====== DATA RECORDS

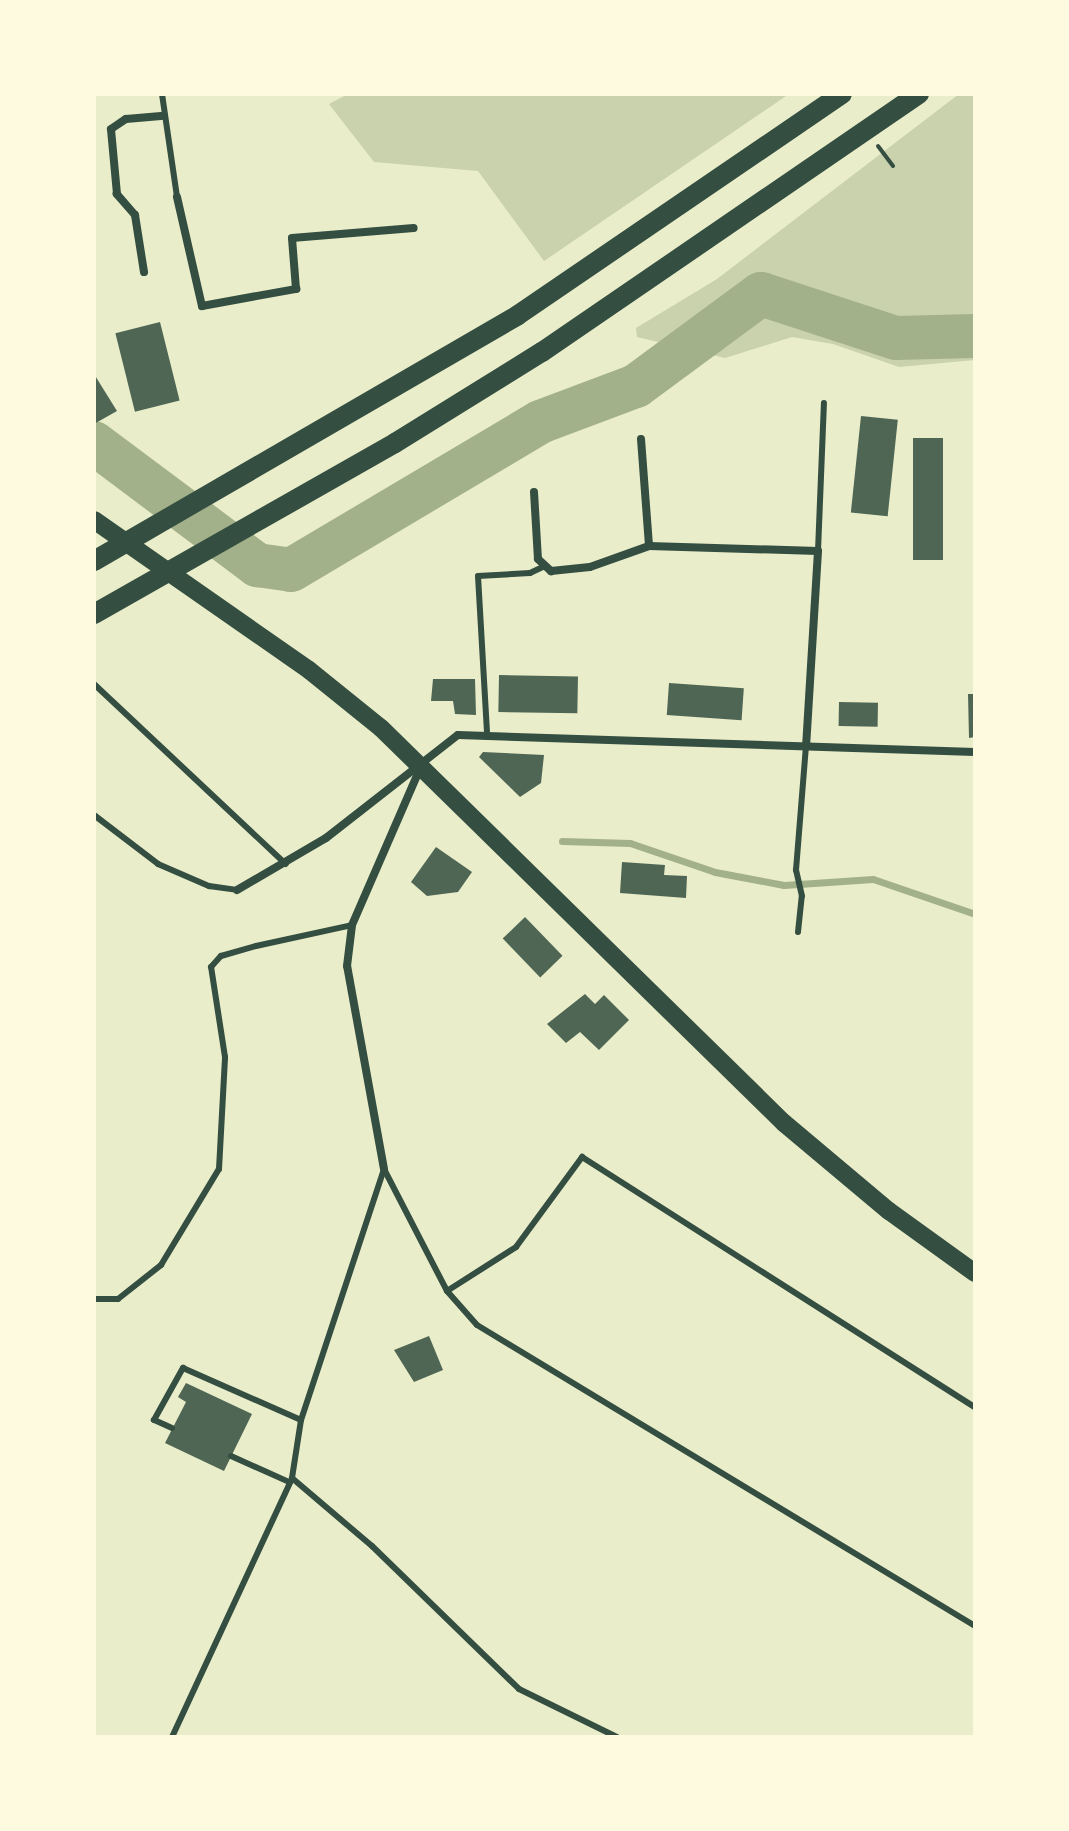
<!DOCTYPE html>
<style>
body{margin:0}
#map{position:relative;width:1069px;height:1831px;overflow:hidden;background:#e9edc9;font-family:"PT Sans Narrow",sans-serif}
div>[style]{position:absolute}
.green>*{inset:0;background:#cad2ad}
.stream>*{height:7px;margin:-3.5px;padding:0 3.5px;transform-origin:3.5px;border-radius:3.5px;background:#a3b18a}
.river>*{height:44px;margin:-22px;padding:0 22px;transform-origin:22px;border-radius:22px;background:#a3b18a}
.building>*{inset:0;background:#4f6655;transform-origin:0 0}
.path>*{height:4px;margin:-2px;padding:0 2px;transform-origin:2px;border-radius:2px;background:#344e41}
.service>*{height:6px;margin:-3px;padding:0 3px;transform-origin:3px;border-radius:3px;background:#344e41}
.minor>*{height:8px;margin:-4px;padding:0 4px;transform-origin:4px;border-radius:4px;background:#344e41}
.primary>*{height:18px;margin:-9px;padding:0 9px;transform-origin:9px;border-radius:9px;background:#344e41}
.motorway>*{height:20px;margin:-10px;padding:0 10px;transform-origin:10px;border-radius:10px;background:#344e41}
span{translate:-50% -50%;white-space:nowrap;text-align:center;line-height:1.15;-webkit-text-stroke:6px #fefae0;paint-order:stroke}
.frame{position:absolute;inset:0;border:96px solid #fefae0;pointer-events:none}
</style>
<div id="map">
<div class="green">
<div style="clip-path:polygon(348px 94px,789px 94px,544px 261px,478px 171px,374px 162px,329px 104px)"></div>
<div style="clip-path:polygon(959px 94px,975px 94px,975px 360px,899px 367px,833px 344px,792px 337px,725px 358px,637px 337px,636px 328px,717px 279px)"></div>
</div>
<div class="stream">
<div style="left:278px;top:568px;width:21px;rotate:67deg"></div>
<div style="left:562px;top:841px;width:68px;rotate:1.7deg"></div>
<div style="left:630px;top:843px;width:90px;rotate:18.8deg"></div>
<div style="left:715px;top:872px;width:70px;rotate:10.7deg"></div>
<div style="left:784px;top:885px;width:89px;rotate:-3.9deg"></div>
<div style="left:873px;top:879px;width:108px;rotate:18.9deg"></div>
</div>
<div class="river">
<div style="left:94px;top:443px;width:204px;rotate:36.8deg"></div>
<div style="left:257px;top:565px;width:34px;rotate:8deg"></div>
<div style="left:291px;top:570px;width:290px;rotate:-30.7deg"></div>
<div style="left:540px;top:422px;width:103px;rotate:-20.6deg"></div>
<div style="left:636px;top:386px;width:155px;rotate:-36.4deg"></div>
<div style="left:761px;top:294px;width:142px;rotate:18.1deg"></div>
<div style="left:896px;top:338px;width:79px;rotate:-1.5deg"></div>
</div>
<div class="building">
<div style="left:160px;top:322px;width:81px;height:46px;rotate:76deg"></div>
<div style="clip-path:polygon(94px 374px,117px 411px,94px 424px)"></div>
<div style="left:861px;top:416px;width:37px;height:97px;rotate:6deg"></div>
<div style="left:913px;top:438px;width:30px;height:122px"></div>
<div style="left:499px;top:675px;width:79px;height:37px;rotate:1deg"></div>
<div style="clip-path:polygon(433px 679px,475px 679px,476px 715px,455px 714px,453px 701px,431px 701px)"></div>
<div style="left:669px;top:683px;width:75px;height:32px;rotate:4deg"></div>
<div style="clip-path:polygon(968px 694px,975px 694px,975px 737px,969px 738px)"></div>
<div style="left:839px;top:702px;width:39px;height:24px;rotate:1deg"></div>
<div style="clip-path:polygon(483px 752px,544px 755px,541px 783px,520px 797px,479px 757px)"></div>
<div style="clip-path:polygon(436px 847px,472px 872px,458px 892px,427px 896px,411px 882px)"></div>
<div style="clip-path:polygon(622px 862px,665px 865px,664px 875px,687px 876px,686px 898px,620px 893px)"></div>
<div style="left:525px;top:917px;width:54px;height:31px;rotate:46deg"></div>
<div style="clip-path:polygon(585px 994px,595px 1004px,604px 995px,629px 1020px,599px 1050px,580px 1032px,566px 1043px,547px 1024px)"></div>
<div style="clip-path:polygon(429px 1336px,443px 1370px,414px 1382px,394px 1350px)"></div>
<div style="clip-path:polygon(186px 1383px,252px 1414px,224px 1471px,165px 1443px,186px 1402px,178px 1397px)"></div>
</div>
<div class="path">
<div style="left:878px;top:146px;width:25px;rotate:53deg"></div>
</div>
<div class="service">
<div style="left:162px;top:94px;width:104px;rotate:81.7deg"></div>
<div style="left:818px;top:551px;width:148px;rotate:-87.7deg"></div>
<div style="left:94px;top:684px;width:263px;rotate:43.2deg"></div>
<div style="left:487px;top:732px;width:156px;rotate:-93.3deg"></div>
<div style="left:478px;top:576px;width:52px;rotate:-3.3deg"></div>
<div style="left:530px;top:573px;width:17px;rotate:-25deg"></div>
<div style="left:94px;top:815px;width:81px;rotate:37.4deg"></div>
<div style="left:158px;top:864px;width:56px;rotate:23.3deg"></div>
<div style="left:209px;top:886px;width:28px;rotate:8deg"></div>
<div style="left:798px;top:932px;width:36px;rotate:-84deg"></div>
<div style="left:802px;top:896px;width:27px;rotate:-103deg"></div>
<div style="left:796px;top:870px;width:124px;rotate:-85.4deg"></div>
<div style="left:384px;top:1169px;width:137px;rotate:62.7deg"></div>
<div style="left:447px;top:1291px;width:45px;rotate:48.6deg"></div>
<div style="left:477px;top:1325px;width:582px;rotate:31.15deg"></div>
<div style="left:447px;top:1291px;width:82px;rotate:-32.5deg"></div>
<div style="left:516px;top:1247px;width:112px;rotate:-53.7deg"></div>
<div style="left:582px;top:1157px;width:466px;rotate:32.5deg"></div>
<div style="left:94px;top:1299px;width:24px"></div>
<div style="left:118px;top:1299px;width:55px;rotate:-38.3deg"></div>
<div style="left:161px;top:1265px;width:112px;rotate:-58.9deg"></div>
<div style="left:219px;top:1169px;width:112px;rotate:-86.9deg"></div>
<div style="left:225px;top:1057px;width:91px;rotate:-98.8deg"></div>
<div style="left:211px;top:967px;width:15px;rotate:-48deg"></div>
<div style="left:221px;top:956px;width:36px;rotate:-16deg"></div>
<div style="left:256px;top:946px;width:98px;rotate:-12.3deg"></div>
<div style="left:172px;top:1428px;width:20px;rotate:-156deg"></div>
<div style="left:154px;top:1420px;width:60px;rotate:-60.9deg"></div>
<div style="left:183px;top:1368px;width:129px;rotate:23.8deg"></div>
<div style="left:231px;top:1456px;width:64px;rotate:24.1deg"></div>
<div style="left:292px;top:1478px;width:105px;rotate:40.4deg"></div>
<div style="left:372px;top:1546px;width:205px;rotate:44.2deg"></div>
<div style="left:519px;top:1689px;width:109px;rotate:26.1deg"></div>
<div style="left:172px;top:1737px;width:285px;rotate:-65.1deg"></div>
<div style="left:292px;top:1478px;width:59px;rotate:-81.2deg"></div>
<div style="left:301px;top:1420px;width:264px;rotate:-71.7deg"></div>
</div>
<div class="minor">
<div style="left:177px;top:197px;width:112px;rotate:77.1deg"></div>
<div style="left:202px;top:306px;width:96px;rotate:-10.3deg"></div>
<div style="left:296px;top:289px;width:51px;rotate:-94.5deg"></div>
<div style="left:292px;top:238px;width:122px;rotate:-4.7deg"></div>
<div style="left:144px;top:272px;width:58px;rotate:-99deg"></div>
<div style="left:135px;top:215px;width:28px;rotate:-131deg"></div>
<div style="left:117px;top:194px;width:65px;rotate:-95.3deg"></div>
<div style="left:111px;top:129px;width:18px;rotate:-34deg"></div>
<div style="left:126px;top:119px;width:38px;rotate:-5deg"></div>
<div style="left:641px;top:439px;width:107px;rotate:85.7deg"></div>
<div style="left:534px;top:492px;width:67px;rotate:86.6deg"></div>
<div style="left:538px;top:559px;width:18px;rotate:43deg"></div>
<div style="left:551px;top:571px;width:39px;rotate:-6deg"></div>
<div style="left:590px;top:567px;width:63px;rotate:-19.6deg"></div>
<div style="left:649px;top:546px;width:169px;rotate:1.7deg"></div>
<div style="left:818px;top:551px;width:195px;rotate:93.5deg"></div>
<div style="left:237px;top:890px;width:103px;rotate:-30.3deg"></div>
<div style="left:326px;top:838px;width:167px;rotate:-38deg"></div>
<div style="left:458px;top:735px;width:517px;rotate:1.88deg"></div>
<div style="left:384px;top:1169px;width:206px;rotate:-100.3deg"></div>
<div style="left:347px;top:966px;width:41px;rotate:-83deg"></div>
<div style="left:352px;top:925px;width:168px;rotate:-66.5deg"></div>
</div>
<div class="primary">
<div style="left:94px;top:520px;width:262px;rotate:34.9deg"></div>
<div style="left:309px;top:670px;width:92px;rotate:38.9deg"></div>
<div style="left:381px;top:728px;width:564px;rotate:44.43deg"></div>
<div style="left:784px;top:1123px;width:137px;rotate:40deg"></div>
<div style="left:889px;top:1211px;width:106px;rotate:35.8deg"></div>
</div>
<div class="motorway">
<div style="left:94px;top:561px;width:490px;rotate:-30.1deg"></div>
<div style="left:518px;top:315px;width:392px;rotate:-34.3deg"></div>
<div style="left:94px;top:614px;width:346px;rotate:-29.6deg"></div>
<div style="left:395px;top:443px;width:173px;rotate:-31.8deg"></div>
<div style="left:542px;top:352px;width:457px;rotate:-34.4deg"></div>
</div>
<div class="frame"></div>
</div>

============
====== DATA RECORDS

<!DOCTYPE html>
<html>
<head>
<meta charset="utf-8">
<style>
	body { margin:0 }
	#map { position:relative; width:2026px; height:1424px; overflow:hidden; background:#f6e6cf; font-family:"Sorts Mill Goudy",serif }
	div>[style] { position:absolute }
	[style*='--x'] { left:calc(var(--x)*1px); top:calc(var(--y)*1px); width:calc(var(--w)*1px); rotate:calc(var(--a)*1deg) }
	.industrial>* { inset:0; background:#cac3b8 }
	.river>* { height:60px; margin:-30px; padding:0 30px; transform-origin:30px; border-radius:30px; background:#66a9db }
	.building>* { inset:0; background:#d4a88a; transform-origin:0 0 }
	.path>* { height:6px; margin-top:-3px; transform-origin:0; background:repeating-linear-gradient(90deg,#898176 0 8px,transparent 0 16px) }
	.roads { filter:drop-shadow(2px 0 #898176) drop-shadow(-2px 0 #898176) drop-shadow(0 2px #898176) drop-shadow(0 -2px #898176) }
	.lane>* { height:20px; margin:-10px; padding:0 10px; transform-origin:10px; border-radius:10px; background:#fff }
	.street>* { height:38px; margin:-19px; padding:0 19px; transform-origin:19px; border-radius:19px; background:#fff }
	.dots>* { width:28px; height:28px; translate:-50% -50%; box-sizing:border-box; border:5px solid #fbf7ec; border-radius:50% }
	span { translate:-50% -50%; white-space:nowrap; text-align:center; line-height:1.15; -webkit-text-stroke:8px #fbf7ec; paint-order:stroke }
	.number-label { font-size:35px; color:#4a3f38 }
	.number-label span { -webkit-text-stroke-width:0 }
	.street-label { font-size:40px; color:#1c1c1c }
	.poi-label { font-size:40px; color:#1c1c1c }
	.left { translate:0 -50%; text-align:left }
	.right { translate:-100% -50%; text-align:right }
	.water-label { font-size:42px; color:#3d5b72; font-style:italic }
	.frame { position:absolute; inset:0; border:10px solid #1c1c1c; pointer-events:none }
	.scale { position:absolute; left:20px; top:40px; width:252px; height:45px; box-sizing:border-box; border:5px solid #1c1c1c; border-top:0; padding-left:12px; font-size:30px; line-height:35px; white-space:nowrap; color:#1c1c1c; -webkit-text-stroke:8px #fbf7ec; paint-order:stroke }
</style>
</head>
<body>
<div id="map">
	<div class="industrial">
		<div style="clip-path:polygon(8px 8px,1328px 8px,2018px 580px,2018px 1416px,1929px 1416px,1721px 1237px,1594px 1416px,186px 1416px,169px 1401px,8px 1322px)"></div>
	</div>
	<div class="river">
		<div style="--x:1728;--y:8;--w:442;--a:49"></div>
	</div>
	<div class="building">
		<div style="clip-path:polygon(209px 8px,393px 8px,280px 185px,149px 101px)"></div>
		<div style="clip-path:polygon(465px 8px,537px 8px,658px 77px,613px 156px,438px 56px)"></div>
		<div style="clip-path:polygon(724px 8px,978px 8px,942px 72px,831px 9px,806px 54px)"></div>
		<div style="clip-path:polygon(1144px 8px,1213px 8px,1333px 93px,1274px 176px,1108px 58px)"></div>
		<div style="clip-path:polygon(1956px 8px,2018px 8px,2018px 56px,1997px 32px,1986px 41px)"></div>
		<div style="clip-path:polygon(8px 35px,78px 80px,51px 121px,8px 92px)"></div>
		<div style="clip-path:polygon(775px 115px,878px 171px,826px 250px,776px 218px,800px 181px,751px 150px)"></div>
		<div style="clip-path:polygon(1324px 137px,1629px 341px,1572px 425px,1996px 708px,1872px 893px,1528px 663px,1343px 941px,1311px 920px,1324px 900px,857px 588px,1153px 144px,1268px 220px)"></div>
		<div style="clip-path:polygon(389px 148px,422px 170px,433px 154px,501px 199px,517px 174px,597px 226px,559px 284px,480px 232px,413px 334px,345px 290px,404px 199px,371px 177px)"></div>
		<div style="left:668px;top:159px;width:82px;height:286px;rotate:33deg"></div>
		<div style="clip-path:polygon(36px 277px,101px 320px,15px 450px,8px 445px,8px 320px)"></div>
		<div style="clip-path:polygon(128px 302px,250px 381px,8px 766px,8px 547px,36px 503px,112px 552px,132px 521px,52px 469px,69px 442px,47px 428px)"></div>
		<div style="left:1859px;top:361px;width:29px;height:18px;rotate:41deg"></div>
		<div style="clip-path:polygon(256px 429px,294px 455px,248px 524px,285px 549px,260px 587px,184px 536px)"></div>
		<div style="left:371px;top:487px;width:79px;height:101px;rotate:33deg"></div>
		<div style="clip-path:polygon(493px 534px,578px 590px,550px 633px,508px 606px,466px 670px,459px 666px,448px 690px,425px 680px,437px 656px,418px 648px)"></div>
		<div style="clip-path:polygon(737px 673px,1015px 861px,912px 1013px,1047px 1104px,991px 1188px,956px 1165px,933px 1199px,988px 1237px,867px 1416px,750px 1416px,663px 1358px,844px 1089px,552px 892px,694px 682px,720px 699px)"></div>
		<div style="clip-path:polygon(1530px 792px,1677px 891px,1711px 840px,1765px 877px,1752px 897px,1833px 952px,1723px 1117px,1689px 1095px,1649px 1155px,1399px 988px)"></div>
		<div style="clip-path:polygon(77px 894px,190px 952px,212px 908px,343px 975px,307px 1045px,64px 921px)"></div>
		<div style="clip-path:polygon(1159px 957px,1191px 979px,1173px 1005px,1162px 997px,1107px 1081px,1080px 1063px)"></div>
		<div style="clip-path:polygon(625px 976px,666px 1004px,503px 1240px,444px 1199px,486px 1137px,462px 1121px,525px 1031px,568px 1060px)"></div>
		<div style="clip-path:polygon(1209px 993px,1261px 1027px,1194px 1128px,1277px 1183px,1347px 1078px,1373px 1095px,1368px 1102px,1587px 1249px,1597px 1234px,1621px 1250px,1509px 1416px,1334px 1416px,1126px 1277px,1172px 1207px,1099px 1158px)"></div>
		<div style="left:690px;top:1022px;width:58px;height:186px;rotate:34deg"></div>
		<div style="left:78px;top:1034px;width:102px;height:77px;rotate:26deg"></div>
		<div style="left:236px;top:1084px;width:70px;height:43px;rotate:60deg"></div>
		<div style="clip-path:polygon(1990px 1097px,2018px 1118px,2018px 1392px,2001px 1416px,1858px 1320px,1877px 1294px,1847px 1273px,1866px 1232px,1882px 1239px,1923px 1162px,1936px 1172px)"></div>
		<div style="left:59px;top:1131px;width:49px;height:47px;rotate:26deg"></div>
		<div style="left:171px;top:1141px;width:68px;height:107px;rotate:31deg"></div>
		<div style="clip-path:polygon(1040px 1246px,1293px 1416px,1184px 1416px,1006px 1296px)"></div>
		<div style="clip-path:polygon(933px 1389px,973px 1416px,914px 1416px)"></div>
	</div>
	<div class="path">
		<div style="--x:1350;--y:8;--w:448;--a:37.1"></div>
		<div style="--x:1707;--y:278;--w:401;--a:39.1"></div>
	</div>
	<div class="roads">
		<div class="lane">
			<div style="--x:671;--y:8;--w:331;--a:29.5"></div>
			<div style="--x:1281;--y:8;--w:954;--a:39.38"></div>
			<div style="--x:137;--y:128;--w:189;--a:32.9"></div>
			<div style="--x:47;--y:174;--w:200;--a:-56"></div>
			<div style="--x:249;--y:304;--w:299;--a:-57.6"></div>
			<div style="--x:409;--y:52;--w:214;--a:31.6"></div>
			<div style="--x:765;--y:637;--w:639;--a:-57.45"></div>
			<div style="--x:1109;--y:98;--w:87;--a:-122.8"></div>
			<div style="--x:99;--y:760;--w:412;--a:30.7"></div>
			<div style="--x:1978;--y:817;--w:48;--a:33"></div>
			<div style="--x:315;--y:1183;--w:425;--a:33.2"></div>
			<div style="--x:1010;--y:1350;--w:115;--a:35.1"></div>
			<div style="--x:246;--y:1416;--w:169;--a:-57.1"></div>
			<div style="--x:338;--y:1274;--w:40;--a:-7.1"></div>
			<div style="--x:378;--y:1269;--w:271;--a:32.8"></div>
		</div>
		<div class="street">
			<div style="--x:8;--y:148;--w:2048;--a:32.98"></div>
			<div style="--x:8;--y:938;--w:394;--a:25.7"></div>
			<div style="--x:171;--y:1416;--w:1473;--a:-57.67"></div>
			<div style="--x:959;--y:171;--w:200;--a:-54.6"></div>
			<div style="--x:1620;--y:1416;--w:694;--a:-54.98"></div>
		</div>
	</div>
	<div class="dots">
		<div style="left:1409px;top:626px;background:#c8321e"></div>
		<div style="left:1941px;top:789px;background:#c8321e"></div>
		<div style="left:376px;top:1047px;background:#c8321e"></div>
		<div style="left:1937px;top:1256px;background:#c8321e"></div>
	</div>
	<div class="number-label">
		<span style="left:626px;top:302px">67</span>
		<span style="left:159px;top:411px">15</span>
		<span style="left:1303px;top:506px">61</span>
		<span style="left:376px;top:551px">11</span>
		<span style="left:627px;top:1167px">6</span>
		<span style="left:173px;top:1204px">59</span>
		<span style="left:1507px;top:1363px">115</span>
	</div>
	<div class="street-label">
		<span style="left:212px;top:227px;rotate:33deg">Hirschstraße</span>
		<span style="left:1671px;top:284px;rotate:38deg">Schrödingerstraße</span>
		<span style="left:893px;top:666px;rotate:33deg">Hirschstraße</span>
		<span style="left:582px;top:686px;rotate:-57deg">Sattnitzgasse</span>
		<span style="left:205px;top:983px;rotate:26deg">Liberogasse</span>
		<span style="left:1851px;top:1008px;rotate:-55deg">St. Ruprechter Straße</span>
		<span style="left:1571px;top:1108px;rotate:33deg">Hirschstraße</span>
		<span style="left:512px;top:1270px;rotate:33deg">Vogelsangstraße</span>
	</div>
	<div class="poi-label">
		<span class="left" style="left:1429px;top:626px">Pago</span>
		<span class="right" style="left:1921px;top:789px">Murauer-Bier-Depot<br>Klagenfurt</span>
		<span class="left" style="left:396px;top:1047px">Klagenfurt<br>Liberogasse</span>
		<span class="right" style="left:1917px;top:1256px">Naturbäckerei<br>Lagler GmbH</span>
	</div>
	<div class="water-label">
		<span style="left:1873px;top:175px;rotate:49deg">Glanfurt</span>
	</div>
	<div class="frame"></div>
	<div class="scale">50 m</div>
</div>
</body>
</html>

============

▸ AIM OF THE EXERCISE
Could you work out how many lines in the material contain "lane"? Reply with only that number.

▸ THE ANSWER
2